In Europe: European shares edge up as earnings beat estimates

18 July 2012

“Somewhat good news as “any stabilisation … a very positive catalyst.”

European shares edged up on Wednesday, helped by estimate-beating corporate results, and extended a sideways move that was trapping the market as investors awaited greater clarity on the extent of the economic slowdown and the policy response to it.

The European earnings season extended a stronger-than-expected start as the world’s largest chip equipment maker, ASML, leading Nordic bank Nordea , and Norwegian fertiliser company Yara International all reported better-than-expected results.

European companies that have reported results so far have beaten consensus forecasts by an average 14 percent, although expectations were low after analysts had cut their earnings estimates for the next 12 months by 3.6 percent in the past 90 days on the back of deteriorating macroeconomic data, Thomson Reuters Starmine data showed.

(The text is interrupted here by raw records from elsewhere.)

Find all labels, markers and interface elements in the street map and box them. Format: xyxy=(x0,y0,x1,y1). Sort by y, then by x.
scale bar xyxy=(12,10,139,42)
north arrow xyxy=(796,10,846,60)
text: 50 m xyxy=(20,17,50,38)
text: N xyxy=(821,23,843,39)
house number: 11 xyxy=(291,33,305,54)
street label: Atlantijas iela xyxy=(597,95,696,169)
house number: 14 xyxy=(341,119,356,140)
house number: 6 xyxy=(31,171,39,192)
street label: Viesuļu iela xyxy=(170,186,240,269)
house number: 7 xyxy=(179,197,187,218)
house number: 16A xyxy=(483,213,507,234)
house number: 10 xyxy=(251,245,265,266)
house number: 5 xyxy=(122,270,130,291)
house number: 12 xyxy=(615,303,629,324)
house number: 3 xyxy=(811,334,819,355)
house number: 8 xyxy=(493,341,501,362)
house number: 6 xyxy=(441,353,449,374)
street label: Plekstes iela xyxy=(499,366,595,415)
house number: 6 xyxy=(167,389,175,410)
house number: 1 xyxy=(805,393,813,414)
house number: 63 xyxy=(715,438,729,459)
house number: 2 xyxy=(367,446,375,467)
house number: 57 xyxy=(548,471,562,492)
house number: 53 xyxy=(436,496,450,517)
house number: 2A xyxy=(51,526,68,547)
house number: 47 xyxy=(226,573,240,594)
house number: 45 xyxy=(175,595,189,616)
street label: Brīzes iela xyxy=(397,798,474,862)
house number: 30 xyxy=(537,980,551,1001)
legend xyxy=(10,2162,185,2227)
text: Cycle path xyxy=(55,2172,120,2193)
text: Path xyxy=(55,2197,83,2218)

“We have seen some pretty aggressive cuts from analysts over the past 12 months (and) people expect earnings to come down even more aggressively than consensus numbers are suggesting,” Peter Sullivan, a strategist at HSBC, said.

“Any stabilisation in European macro indicators would be a very positive catalyst for the market.”

The upbeat results helped offset investor disappointment at the lack of any hint of imminent monetary stimulus from Federal Reserve Chairman Ben Bernanke during Congressional testimony on Tuesday, although Bernanke kept the door open for more easing if needed.

The pan-European FTSEurofirst 300 index was up 0.2 percent at 1043.08 points at 1058 GMT. Trading volume was thin at 29 percent of the index’s 90-day average.

Credit Suisse was top of the European table as it announced capital-bolstering moves aimed at complying with demands by the Swiss central bank and restoring investor confidence after the shares had fallen to a 20-year low.

The Swiss group’s stock was up 4.8 percent – in heavy volume at 141 percent of the stock’s full-day average – after shedding 10 percent in little over a month.

On the flip side, the world’s leading mobile telecoms equipment manufacturer, Ericsson, shed 3.7 percent as its second-quarter results showed a sharp drop in sales of networks due to the slowing global economy.


Charts on the euro zone Euro STOXX 50, up 0.2 percent at 2,254.63 points, pointed to a “cautiously bullish” scenario, according to Philippe Delabarre, an analyst at Trading Central.

“‘Bullish’ because prices are supported by an uptrend and the 50-simple moving average remains ascending,” he said.

“‘Cautiously’ because a rising wedge is taking shape. A push below 2,242 would confirm this pattern and negate the bullish dynamic. A consolidation would take place towards 2,232 and 2,215.”

The index had been stuck in a 2 percent range for nearly two weeks between around 2,223 points and 2,264 points, the 23.3 percent and 38.2 percent Fibonacci retracements of its June 1-July 5 rise.